Input data: Begin

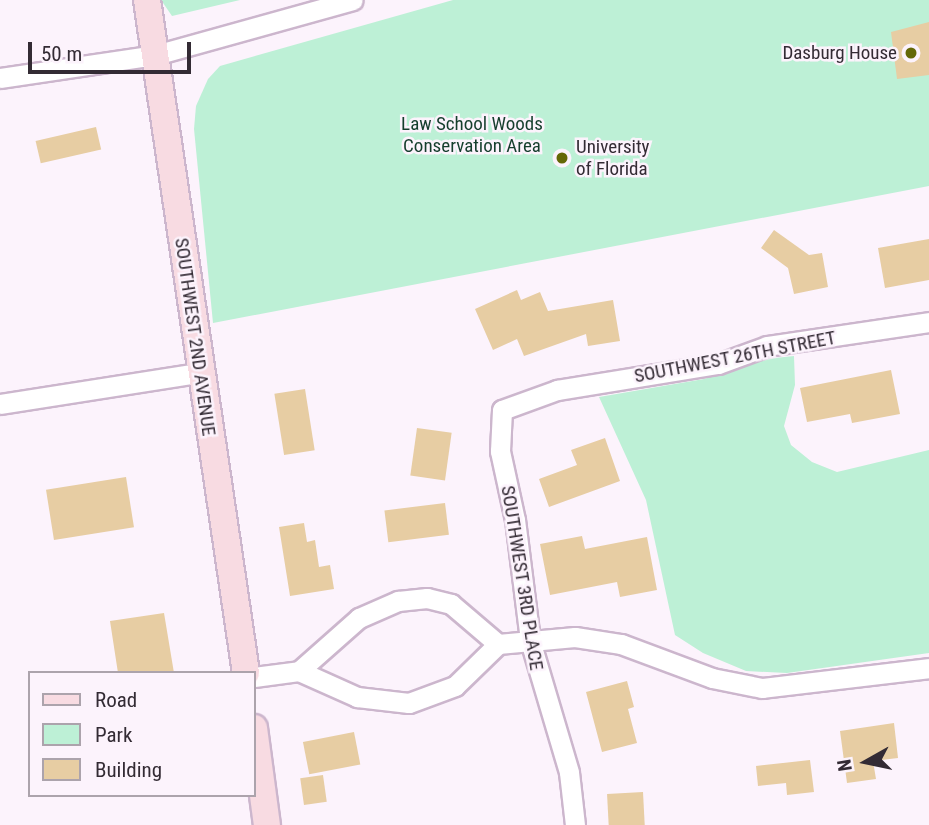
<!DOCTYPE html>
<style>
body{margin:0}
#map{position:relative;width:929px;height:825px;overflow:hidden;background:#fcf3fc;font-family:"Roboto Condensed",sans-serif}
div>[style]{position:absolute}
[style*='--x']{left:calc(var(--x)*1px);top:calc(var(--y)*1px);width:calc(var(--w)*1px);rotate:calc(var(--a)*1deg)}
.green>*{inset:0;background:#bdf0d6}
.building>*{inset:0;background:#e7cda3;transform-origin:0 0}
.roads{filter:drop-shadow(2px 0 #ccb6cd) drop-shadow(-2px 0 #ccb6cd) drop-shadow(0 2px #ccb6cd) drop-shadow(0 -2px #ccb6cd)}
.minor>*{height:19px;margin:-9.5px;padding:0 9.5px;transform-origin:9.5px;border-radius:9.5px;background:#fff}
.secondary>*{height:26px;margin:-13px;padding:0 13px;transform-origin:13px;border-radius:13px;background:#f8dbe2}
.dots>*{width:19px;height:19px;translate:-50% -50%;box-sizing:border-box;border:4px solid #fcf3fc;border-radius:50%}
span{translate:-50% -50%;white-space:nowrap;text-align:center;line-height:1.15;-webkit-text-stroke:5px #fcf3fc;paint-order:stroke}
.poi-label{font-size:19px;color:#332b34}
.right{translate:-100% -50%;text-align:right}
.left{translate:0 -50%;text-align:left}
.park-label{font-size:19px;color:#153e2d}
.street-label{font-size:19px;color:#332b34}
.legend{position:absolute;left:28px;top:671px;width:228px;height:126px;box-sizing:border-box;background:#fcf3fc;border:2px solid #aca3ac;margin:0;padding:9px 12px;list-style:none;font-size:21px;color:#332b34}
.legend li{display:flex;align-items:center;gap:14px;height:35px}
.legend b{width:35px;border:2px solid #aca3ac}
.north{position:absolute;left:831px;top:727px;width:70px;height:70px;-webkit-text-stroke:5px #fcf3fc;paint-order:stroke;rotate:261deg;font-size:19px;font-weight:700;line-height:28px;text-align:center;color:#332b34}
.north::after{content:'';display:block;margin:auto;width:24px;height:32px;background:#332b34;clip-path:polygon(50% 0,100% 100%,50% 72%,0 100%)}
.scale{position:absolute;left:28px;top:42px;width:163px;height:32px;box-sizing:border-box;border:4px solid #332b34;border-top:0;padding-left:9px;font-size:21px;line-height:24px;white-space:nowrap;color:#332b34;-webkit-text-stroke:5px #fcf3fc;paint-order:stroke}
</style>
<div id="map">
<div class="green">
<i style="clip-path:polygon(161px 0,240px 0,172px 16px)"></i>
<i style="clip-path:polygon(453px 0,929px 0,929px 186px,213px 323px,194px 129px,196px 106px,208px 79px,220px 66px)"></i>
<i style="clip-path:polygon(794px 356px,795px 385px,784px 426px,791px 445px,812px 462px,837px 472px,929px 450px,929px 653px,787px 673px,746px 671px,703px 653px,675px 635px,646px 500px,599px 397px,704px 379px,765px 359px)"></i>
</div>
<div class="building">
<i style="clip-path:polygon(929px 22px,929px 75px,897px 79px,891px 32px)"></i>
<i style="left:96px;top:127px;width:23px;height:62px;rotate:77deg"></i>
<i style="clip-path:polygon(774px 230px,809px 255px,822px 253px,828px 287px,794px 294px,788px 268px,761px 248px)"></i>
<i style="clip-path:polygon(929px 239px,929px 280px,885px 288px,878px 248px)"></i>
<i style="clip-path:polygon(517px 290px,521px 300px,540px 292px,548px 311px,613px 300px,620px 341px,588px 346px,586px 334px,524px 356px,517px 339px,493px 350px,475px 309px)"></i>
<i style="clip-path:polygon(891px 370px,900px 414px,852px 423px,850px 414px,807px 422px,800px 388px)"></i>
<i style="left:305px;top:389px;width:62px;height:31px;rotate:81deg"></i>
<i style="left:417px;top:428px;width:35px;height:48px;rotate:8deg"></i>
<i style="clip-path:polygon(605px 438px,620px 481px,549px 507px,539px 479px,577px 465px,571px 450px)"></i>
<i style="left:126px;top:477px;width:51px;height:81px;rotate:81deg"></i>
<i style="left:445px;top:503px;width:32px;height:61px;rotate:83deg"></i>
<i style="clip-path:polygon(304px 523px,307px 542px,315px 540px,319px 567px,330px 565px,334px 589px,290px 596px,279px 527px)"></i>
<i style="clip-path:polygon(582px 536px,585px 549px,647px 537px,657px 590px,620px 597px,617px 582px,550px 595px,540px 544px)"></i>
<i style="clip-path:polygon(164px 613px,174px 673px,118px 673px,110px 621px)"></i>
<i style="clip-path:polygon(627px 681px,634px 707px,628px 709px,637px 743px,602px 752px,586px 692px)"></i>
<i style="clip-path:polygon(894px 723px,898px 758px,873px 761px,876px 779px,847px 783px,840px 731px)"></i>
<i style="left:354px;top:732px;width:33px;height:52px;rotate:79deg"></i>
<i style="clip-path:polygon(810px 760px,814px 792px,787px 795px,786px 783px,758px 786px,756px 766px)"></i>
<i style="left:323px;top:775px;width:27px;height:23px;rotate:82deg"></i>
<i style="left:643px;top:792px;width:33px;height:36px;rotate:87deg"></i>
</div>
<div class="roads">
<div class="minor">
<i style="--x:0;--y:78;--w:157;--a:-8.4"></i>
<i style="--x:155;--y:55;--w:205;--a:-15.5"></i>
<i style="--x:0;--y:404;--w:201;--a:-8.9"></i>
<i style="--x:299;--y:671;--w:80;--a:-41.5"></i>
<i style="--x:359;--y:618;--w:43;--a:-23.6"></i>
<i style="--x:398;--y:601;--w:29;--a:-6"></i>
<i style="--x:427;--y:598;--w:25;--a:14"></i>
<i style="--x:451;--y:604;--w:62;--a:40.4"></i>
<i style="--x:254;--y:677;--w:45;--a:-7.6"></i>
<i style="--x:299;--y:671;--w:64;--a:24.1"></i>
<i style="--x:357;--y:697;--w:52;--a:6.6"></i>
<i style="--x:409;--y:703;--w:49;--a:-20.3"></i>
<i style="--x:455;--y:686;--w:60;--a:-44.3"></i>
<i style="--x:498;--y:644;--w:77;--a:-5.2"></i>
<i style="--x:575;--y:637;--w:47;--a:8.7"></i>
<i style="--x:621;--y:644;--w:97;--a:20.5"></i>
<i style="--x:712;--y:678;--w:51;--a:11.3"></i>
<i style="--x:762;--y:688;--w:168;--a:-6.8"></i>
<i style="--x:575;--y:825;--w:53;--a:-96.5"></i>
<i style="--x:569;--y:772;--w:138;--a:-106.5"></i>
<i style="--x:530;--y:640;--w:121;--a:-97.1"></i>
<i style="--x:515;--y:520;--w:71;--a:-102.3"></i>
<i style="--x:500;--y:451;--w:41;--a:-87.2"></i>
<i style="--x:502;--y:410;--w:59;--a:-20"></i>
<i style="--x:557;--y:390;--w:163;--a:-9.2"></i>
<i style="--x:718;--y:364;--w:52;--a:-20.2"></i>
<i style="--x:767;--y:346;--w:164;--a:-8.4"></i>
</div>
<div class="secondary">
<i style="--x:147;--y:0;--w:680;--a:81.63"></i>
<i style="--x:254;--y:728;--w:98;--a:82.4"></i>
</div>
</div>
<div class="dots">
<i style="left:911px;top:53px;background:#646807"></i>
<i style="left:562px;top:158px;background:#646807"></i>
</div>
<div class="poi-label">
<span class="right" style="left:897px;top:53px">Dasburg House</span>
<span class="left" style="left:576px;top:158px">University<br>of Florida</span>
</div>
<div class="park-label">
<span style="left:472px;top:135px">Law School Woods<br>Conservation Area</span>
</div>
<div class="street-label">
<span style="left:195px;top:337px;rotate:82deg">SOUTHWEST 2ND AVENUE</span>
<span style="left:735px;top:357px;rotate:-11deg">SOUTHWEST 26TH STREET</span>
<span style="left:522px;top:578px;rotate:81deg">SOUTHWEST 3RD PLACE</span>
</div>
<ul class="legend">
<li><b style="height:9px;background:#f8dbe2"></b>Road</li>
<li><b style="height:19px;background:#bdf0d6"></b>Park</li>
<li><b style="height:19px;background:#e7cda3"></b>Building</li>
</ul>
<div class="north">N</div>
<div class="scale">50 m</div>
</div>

Input data: End

Output only the lines running from the top of the data above to the line with "0 #ccb6cd) drop-shadow(-2px", inclusive, word for word and without pictures.

▸ **Result of this task**:
<!DOCTYPE html>
<style>
body{margin:0}
#map{position:relative;width:929px;height:825px;overflow:hidden;background:#fcf3fc;font-family:"Roboto Condensed",sans-serif}
div>[style]{position:absolute}
[style*='--x']{left:calc(var(--x)*1px);top:calc(var(--y)*1px);width:calc(var(--w)*1px);rotate:calc(var(--a)*1deg)}
.green>*{inset:0;background:#bdf0d6}
.building>*{inset:0;background:#e7cda3;transform-origin:0 0}
.roads{filter:drop-shadow(2px 0 #ccb6cd) drop-shadow(-2px 0 #ccb6cd) drop-shadow(0 2px #ccb6cd) drop-shadow(0 -2px #ccb6cd)}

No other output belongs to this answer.